How the U.S. Saved the World from Financial Ruin - chollida1
https://www.barrons.com/articles/how-the-u-s-saved-the-world-from-financial-ruin-1533328064
======
notveryrational
Are we interpreting the bailout of a global US-created financial crisis
"saving the world" now?

Here's what happened: \- The international market, particularly the Asian
market, burst.

\- Investment went into the tech industry, which also burst.

\- To keep investment rates high, the Fed coordinated changes to regulations
so that private mortages could be sold as investments.

\- The Fed pushed for other countries to adopt the same practices.

\- This new regulation regime was inherently designed to push investment
earnings as much as possible, and new financial instruments were created to
centralize risk from individual risk toward systemic risk.

\- It started to become clear that there were inherent structural issues with
the investment scheme.

\- The Fed continuously lowered regulations to feed the market in an attempt
to prevent it from crashing.

\- When no more regulations could be cut, the entire global market crashed.

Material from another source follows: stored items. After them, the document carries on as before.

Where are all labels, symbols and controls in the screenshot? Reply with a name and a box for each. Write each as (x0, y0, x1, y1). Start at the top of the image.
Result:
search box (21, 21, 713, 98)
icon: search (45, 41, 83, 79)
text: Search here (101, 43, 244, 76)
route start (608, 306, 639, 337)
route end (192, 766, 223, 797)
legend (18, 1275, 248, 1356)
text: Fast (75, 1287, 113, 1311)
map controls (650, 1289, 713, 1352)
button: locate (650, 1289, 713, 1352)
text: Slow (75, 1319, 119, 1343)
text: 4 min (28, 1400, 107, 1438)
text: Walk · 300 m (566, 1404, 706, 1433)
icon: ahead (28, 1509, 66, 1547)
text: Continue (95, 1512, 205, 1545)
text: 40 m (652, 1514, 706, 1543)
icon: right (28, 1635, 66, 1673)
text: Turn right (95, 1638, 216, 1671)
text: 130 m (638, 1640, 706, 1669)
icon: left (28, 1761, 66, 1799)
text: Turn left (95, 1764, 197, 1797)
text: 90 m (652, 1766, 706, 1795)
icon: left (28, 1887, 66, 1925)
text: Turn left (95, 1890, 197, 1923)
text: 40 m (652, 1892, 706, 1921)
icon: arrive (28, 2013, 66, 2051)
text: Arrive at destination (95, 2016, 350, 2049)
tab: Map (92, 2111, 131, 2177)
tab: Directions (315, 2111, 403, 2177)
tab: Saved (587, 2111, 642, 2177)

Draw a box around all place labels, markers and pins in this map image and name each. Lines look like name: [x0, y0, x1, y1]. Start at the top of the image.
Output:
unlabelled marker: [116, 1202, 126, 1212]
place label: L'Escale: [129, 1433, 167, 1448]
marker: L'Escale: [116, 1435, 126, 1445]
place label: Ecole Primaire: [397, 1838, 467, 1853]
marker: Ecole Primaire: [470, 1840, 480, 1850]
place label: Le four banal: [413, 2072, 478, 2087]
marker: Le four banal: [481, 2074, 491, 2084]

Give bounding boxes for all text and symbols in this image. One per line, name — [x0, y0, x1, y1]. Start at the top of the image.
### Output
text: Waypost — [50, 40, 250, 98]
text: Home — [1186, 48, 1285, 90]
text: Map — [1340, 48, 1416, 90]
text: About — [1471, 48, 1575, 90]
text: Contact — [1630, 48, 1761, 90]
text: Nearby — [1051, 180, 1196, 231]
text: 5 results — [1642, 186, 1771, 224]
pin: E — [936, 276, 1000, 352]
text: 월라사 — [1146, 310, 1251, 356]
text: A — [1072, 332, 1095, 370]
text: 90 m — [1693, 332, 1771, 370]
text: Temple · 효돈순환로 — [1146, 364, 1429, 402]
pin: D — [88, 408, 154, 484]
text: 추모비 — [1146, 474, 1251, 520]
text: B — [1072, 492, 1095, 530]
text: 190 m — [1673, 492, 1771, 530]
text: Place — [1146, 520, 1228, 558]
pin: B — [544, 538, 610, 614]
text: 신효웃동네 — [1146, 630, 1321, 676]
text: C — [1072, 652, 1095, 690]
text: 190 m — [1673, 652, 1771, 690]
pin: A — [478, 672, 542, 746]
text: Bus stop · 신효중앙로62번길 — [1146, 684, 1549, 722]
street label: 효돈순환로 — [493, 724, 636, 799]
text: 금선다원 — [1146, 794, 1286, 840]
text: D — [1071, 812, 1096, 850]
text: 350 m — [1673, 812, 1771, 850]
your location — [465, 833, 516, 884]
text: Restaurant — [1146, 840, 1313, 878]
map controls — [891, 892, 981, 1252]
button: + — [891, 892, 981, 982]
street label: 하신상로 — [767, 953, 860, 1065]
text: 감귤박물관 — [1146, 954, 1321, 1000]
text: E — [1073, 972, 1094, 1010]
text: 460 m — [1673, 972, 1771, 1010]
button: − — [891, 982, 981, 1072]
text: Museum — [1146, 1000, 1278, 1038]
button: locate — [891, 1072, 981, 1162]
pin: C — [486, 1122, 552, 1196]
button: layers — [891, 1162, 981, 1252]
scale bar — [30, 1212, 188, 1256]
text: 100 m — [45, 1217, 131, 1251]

\- This was all based on a philosophy that investment is a key indicator of
economic health, and that driving up investment would drive up the health of
the overall economy.

\- Regulators decided to distribute the costs of the mistake, and loan tax
payer money to banks that had collapsed.

\- With rate exception, people in the financial sector made hand over fist.

\- Congress even evaluated making it legal to falsify accounting information
in an effort to save the banks.

\- The U.S. and European economy is still recovering.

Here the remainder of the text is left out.